Material provided
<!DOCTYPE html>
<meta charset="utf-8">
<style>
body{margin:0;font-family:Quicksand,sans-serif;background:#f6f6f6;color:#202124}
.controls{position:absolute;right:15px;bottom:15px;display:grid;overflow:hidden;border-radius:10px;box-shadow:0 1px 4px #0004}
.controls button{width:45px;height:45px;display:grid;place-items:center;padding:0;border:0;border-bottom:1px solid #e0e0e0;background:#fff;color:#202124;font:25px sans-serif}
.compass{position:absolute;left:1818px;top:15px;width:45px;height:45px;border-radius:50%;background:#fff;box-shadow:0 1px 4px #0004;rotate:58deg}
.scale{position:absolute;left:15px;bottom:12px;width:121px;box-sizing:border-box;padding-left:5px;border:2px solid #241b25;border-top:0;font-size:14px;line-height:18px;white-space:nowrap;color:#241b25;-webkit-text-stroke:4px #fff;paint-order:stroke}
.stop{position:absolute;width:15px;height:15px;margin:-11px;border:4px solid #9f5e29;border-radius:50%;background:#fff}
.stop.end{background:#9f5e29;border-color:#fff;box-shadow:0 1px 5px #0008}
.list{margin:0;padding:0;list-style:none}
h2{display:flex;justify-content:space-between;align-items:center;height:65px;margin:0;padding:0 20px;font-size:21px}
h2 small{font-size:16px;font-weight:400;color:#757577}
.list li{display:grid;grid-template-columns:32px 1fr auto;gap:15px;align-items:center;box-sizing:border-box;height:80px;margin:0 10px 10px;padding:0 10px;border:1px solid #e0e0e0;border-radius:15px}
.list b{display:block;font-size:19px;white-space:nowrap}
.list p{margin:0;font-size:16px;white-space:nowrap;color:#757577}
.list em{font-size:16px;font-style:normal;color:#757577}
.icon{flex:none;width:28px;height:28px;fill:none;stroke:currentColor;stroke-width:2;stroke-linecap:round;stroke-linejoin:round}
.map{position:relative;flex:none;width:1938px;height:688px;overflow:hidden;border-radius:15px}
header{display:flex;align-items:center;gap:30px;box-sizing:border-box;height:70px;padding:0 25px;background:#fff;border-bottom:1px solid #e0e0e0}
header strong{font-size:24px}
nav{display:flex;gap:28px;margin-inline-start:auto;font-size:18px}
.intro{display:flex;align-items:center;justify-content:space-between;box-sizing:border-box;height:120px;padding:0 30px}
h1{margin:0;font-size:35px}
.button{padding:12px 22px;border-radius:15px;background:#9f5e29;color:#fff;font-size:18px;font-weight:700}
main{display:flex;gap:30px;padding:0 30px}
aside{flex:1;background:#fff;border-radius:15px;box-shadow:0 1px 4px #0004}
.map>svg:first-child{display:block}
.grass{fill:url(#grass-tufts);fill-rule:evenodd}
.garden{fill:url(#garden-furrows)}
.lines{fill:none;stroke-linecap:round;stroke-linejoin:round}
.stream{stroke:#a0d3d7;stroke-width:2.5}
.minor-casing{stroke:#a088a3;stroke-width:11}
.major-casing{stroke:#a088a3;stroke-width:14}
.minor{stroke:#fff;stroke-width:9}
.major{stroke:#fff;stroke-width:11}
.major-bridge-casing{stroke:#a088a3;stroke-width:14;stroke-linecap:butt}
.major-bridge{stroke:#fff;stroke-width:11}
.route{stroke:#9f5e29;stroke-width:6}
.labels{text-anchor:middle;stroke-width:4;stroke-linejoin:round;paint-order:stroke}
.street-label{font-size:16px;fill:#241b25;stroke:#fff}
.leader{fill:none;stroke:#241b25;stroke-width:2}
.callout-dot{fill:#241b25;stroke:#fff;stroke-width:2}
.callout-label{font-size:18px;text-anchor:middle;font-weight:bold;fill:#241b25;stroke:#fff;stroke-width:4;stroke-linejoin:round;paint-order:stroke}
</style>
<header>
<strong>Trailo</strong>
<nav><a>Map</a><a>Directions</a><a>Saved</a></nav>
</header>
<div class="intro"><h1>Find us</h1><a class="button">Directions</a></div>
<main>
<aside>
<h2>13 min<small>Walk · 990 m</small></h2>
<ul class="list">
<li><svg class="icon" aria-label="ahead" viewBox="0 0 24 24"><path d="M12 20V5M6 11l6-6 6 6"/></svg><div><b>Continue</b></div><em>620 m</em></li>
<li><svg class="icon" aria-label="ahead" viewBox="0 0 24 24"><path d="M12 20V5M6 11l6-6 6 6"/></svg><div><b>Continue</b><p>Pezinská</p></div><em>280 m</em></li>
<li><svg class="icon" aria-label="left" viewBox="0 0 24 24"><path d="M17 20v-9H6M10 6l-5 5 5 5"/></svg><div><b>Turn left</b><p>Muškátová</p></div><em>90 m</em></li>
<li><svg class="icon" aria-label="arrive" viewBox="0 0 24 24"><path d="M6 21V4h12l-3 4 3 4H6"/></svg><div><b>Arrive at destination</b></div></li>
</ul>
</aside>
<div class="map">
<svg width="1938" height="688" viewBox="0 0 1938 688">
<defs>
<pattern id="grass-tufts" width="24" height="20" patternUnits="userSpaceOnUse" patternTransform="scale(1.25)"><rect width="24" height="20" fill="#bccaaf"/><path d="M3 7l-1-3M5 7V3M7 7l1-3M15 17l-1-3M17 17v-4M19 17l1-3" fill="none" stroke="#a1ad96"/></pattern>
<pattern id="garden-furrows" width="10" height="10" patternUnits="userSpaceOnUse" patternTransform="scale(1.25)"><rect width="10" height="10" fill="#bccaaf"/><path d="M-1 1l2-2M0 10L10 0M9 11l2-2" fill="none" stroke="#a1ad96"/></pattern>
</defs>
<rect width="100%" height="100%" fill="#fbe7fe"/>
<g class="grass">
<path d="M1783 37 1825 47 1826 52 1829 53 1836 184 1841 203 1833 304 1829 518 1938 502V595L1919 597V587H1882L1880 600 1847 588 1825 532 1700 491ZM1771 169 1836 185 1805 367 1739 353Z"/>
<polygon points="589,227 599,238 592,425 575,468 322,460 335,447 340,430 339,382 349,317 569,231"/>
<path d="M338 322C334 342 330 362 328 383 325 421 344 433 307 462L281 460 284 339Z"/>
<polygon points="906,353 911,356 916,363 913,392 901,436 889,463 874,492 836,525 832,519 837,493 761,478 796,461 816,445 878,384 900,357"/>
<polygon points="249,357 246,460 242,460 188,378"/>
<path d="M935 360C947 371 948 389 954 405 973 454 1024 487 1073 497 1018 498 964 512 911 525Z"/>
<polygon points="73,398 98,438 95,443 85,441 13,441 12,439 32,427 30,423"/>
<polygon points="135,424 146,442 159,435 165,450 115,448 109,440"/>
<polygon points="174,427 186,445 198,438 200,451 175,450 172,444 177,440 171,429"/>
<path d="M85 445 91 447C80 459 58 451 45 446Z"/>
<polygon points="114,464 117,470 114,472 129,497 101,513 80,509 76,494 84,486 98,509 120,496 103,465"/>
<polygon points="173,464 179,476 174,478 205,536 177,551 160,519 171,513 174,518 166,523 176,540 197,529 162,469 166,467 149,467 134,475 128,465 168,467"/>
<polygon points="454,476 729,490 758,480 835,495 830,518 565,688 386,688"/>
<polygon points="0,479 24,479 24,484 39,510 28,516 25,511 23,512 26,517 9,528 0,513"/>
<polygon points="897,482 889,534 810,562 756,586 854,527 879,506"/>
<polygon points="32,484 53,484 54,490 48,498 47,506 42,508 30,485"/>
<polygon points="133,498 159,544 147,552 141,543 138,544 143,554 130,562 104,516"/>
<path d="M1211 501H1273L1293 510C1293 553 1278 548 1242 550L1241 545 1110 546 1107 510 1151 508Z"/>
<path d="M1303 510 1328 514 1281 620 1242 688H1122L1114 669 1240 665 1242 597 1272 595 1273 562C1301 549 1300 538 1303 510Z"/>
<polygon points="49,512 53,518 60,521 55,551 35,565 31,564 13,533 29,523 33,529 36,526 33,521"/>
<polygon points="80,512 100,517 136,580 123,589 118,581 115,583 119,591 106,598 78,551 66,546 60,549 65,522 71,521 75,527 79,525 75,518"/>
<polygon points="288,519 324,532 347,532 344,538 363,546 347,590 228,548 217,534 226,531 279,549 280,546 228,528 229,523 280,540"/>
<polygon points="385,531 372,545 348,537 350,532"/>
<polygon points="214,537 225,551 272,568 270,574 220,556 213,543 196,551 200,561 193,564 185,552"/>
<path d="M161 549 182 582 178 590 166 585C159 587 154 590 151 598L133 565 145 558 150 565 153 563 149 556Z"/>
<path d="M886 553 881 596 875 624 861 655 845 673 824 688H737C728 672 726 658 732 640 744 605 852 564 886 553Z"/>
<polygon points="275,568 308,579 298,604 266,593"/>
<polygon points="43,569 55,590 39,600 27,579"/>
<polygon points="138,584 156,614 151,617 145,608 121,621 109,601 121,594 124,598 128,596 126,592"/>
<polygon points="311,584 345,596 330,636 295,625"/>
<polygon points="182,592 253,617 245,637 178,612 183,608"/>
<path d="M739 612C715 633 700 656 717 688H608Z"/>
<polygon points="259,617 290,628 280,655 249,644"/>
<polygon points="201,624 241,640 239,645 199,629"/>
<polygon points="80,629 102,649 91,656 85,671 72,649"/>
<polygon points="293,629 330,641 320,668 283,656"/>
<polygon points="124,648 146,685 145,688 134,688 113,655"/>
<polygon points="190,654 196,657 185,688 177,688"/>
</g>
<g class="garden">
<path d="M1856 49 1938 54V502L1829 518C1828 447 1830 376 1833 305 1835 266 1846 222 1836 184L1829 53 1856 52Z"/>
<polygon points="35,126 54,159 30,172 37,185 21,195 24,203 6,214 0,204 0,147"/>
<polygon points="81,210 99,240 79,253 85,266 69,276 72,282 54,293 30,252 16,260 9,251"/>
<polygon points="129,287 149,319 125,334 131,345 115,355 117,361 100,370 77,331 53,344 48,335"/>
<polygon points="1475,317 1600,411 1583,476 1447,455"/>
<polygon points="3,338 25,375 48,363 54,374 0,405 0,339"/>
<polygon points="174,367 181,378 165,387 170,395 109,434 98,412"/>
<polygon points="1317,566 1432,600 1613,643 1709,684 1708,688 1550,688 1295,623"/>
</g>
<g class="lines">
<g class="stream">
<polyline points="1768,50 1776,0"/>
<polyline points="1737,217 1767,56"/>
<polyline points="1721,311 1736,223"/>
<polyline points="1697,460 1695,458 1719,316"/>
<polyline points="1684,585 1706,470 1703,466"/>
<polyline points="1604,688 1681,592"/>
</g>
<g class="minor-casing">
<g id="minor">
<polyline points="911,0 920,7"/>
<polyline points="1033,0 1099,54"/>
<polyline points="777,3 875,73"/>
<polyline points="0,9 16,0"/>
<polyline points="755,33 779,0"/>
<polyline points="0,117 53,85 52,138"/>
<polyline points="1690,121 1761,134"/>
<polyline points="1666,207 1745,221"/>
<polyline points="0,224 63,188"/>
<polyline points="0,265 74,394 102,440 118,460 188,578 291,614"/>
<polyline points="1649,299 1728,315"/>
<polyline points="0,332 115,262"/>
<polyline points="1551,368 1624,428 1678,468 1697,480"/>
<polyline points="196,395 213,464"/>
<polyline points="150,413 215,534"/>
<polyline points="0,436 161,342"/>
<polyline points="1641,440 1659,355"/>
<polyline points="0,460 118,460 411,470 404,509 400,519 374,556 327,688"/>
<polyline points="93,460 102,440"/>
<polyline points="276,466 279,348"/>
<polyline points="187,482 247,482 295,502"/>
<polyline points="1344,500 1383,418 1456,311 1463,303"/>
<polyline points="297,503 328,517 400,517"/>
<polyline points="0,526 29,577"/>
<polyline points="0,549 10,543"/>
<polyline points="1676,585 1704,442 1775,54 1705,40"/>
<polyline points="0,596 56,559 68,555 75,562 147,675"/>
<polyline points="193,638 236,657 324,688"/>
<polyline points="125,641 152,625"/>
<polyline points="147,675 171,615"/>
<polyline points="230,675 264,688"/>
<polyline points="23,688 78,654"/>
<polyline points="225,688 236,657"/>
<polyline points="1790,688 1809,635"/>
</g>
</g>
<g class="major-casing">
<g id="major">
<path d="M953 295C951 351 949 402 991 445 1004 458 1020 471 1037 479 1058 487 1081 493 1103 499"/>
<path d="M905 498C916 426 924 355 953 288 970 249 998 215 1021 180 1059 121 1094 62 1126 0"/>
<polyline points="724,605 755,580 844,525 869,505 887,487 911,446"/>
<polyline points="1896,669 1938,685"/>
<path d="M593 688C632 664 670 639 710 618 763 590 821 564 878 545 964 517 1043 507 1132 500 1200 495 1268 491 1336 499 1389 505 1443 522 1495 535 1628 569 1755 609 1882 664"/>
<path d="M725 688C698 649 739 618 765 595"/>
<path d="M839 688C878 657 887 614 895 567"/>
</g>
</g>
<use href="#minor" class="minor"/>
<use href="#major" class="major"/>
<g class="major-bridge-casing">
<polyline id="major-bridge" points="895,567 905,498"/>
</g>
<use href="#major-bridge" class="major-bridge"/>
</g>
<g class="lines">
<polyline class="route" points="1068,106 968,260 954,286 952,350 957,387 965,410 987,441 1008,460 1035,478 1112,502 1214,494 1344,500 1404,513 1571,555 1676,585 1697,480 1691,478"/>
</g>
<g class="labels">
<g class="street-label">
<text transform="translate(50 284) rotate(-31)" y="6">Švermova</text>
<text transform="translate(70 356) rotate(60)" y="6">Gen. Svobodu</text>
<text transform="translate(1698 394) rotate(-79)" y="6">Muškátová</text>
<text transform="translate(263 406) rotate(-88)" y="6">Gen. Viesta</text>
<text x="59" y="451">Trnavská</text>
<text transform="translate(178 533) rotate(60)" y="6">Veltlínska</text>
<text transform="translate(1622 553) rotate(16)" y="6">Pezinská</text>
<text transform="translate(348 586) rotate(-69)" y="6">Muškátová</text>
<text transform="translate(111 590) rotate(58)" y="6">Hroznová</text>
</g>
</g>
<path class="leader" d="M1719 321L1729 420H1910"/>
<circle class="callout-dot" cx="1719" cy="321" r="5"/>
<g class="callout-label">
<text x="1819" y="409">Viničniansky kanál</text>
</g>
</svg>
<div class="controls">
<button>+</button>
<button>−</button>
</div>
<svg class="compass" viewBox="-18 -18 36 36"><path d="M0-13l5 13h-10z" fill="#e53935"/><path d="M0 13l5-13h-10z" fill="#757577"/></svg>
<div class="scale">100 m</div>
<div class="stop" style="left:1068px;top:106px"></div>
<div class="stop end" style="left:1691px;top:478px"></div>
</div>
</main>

Directions
Find every line in the records that contains the word "sizing"; copy those lines.

Solution to this task
.scale{position:absolute;left:15px;bottom:12px;width:121px;box-sizing:border-box;padding-left:5px;border:2px solid #241b25;border-top:0;font-size:14px;line-height:18px;white-space:nowrap;color:#241b25;-webkit-text-stroke:4px #fff;paint-order:stroke}
.list li{display:grid;grid-template-columns:32px 1fr auto;gap:15px;align-items:center;box-sizing:border-box;height:80px;margin:0 10px 10px;padding:0 10px;border:1px solid #e0e0e0;border-radius:15px}
header{display:flex;align-items:center;gap:30px;box-sizing:border-box;height:70px;padding:0 25px;background:#fff;border-bottom:1px solid #e0e0e0}
.intro{display:flex;align-items:center;justify-content:space-between;box-sizing:border-box;height:120px;padding:0 30px}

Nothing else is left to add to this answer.